Chairperson of the Freedom Party
- In office 30 November 2024 – 14 March 2026
- Preceded by: Aušrinė Armonaitė
- Succeeded by: Vytautas Mitalas

Member of the Seimas
- In office 13 November 2020 – 14 November 2024

Personal details
- Born: 6 January 1989 (age 37) Kaunas, Lithuania
- Party: Freedom Party
- Education: Vilnius University Central European University

= Tomas Vytautas Raskevičius =

Lithuanian politician and LGBT activist

Tomas Vytautas Raskevičius (born 6 January 1989) is a Lithuanian liberal politician who became the leader of the Freedom Party (Lithuania) on 30 November 2024 and served until 14 March 2026. He is also an LGBT+ rights activist, a former member of the Seimas, and the 2nd openly homosexual member of the Seimas after the late Rokas Žilinskas.

== Biography ==
In 2007, Raskevičius graduated from Kaunas University of Technology Gymnasium. In 2011, he graduated from the Institute of International Relations and Political Science of Vilnius University with a bachelor's degree in political science. In 2012, he graduated from the Central European University in Hungary with a master's degree in human rights law.

In 2012–2013, he worked for the Lithuanian Gay League as a project manager, and in 2015–2018, he worked there as a lawyer and public policy coordinator.
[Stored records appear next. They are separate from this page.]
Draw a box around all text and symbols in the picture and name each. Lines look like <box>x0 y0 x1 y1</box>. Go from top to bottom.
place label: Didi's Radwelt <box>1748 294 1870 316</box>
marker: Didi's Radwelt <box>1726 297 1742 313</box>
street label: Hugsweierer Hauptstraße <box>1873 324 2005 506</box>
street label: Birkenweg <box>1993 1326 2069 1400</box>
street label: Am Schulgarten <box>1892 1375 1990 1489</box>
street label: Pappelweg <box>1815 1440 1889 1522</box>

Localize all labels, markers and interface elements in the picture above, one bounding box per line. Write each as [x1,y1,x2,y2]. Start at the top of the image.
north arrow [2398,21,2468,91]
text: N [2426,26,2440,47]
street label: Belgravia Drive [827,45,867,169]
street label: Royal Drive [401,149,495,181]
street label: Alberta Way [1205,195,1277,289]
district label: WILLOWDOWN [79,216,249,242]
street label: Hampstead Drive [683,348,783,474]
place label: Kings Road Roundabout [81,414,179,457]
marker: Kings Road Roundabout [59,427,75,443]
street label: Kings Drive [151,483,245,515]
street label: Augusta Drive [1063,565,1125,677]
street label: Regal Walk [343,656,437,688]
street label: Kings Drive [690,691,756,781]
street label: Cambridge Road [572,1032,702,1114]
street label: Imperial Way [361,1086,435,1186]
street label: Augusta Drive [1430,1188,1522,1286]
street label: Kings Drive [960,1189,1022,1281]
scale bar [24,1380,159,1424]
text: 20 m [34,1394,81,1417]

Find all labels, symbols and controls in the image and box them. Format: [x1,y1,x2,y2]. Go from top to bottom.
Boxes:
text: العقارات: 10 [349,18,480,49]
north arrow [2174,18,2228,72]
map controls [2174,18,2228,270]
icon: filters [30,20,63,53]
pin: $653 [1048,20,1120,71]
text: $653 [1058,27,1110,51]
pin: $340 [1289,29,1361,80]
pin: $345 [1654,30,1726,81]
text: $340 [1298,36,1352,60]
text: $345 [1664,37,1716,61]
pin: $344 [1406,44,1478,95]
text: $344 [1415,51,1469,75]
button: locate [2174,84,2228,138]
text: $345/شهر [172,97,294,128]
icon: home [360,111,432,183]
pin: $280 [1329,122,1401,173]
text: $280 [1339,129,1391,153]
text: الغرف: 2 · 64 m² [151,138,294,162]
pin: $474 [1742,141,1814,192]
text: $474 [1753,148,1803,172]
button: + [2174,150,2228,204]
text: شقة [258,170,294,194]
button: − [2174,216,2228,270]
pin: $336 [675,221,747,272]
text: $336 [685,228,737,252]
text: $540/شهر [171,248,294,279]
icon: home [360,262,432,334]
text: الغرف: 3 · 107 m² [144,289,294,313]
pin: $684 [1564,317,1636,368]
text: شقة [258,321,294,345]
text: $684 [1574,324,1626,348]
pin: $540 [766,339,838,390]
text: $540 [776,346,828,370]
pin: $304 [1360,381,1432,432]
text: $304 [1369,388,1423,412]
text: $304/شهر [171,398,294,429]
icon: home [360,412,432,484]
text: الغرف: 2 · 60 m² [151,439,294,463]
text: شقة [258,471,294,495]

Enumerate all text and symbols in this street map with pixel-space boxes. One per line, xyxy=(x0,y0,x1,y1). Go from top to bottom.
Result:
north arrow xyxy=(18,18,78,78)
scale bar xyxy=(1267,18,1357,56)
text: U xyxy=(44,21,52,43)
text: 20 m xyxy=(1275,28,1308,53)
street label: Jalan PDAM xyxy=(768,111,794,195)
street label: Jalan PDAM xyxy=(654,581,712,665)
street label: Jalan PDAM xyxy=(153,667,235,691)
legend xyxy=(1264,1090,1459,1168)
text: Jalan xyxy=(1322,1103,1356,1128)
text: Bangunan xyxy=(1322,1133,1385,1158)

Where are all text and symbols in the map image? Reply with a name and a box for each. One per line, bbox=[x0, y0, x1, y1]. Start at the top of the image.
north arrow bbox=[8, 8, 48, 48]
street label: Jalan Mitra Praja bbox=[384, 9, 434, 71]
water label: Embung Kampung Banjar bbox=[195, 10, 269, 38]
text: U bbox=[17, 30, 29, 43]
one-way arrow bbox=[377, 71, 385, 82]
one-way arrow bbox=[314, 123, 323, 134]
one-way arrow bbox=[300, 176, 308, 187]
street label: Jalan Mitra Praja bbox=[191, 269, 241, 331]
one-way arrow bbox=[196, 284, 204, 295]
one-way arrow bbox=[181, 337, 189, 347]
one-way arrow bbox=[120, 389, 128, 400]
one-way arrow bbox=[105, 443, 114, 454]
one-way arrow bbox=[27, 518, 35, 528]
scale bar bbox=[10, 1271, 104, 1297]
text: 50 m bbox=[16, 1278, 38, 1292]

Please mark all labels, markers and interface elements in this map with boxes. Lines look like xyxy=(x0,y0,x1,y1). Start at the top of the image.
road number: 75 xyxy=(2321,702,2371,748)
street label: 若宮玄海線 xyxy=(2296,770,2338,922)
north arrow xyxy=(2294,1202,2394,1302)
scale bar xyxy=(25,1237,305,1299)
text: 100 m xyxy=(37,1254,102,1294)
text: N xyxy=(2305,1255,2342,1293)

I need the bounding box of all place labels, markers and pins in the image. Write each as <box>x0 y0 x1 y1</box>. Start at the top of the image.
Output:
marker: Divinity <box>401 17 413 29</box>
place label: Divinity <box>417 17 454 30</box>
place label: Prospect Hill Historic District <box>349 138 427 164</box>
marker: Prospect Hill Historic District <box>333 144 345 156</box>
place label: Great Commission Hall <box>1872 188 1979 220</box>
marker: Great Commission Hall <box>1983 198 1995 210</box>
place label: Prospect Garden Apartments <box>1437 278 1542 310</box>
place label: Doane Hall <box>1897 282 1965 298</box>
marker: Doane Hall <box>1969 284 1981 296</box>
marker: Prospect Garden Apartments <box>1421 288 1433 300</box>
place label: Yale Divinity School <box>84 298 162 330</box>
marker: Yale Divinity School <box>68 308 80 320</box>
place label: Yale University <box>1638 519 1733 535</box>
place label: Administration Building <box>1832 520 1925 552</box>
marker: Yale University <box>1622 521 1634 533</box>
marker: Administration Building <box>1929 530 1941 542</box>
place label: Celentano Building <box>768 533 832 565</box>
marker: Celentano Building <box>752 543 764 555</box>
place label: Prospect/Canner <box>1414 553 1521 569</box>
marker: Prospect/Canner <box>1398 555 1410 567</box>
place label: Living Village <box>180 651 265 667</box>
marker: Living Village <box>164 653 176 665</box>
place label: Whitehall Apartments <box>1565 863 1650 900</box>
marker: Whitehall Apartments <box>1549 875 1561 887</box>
In 2014, he worked as an event coordinator at the LGBT+ Community Center in Brooklyn, New York, USA. In 2018–2020, he was the Head of the Equal Opportunities Integration Division in the Office of the Equal Opportunities Ombudsperson.

In March 2019, he was elected to the Vilnius City Municipality Council. In June of the same year, he participated in the founding of the Freedom Party, where he currently holds the position of Deputy Chairman of the Party Leader and a member of the Board. He ran with the party in the 2020 Lithuanian parliamentary election, in the Naujamiestis and Naujininkai electoral district and multi-member constituency, where he was elected.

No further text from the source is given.